About the team/job
About the team: The research group of Wolfgang Huber at EMBL works on biological data science and mathematical/computational method development. The interdisciplinary and international team has strong collaborations with researchers in cancer and developmental biology and uses cutting edge experimental data for statistical computing and probabilistic modelling to enable discovery and understanding of biological principles and biomedical applications.

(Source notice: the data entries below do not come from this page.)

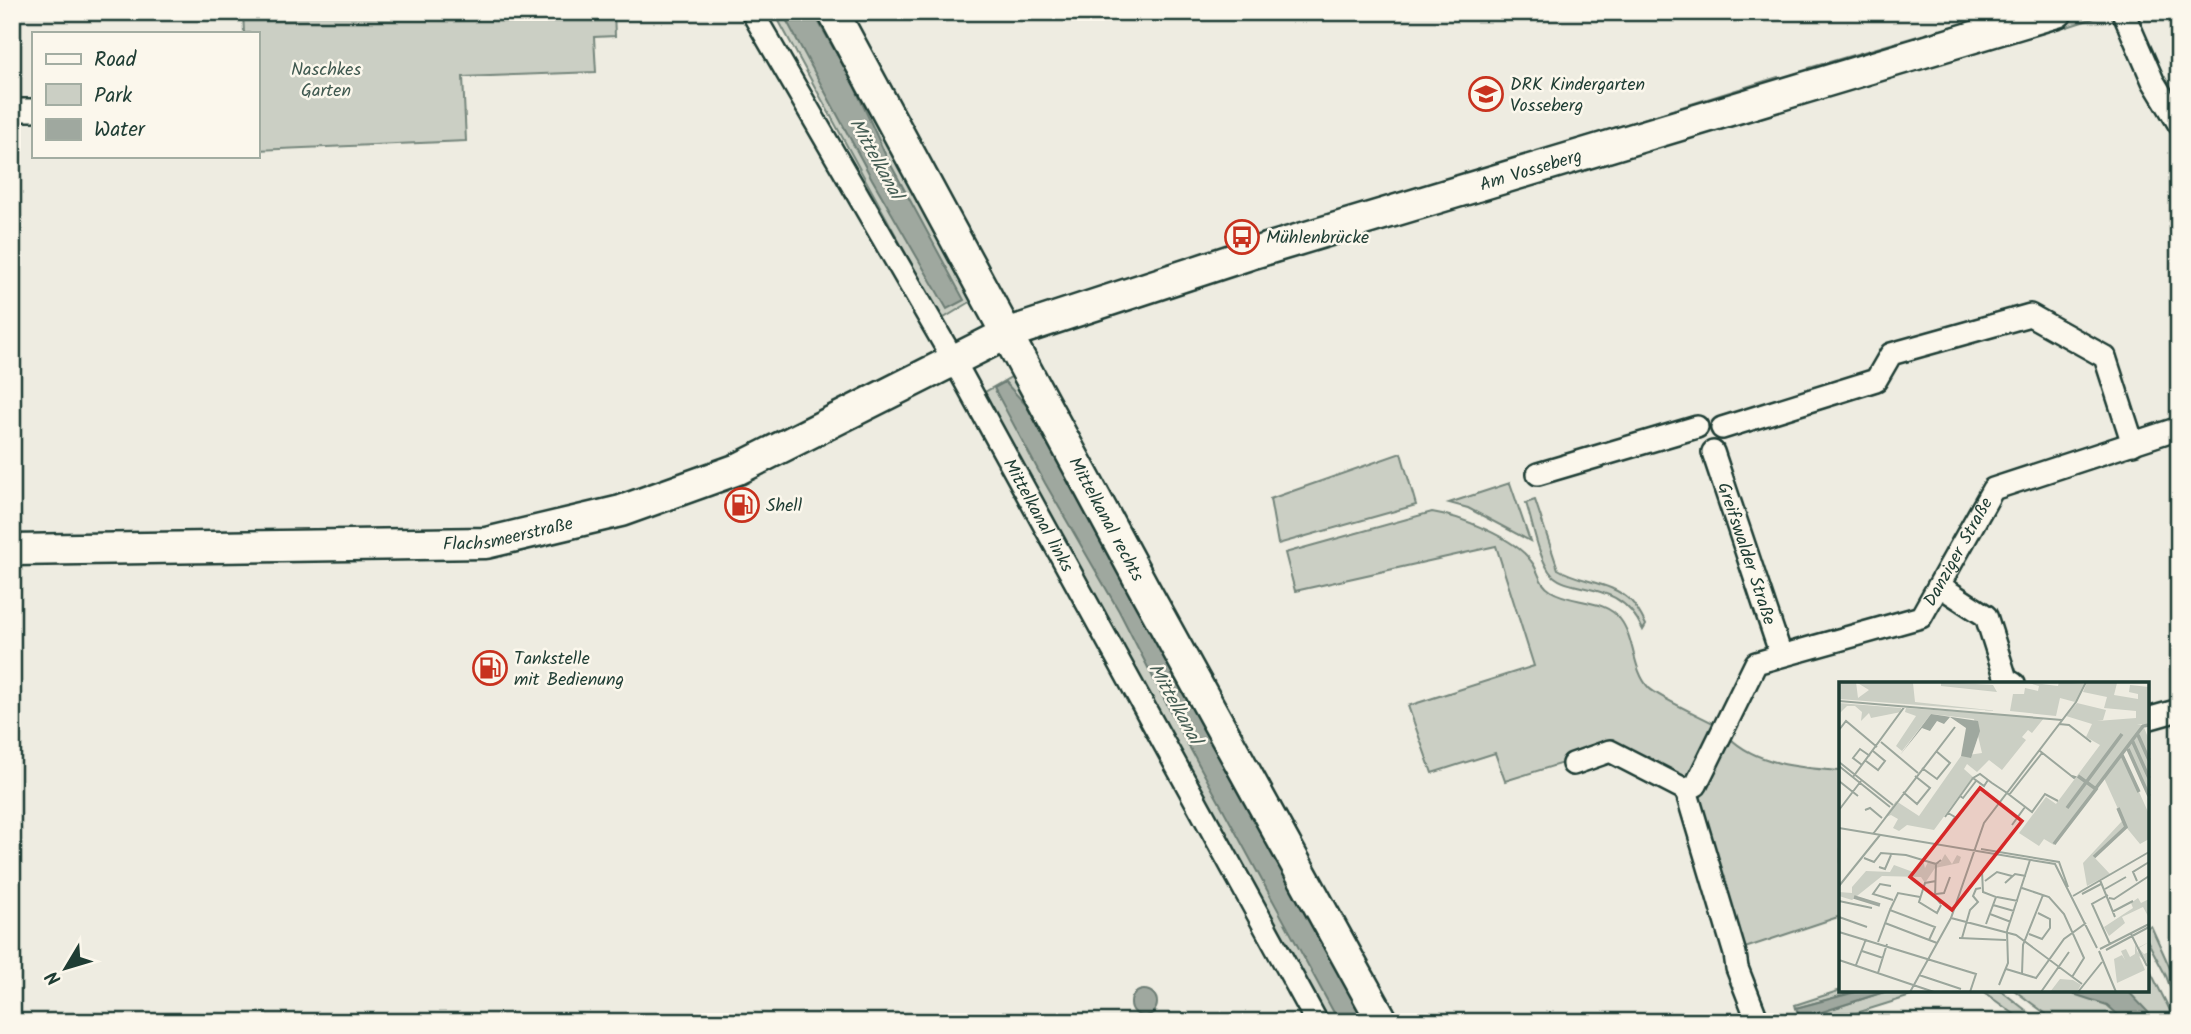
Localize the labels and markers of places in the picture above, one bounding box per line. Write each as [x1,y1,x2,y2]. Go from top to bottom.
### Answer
place label: DRK Kindergarten Vosseberg [1510,71,1645,121]
school or university icon: DRK Kindergarten Vosseberg [1467,75,1505,113]
bus stop icon: Mühlenbrücke [1223,218,1261,256]
place label: Mühlenbrücke [1266,224,1369,253]
fuel station icon: Shell [723,486,761,524]
place label: Shell [766,492,803,521]
place label: Tankstelle mit Bedienung [514,645,624,695]
fuel station icon: Tankstelle mit Bedienung [471,649,509,687]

About the project: Project DECODE aims to comprehensively map, model and understand genetic networks at single cell resolution in complex tissues of organisms in vivo. The project combines high-throughput reverse genetics by inducible CRISPR-Cas9 gene knockout, single-cell RNA-seq (Perturb-Seq), imaging-based phenotyping, statistical data analysis, and mathematical and computational modelling. To drive this new, ERC Synergy funded collaboration between the experimental labs of Michael Boutros (DKFZ) and Jan Lohmann (University of Heidelberg) and the computational groups of Wolfgang Huber (EMBL) and Oliver Stegle (DKFZ & EMBL), we are looking for postdocs in the areas of biological data science, probabilistic modelling, statistical inference and scientific computing.
As part of the research team, you will participate in the overall project and shape your own research profile by engaging in one or several of the following areas:
- Conducting integrative data analysis for biological discovery in
- Single-cell RNA-seq data analysis at ultra-large scale
- High-throughput CRISPR-KO perturbation analysis
- Imaging-based phenotyping
- Developing novel computational methods using multivariate statistics, Bayesian inference or dimension reduction
- Modelling/investigating cell states, transitions and genetic dependencies
- Modelling gene-gene and gene-environment interactions
- Dimension reduction and interactive visualization
- Data science, quality assurance and model checking
- Developing scalable and robust software for scientific computing
- Probabilistic modelling of genetic causal networks using latent spaces, categories, graphs and dynamic processes
Further background information:
A PhD or equivalent qualification in a quantitative science (mathematics, statistics, physics, computer science, computational biology). We are looking for a range of talents, which should include some of the following: strong theoretical foundations in probability, statistics, linear algebra and geometry; high-dimensional statistics, machine learning and Bayesian approaches; biological data science and data-driven discovery; scientific programming. Applications from “newcomers” into biology are welcome.
You might also have
You are excited by making or contributing to biological discoveries, you are interested in interdisciplinary science, enjoy collaborative work and like to communicate concepts and results to other scientists in different fields of research.
Why join us
EMBL is an inclusive, equal opportunity employer offering attractive conditions and benefits appropriate to an international research organisation with a very collegial and family friendly working environment. The remuneration package comprises from a competitive salary, a comprehensive pension scheme, medical, educational and other social benefits, and the availability of an excellent child care facility on campus.
What else do I need to know
We are Europe’s flagship research laboratory for the life sciences – an intergovernmental organisation performing scientific research in disciplines including molecular biology, physics, chemistry and computer science. We are an international, innovative and interdisciplinary laboratory with more than 1600 employees from many nations, operating across six sites, in Heidelberg (HQ), Barcelona, Hinxton near Cambridge, Hamburg, Grenoble and Rome.
Our mission is to offer vital services in training scientists, students and visitors at all levels; to develop new instruments and methods in the life sciences and actively engage in technology transfer activities, and to integrate European life science research.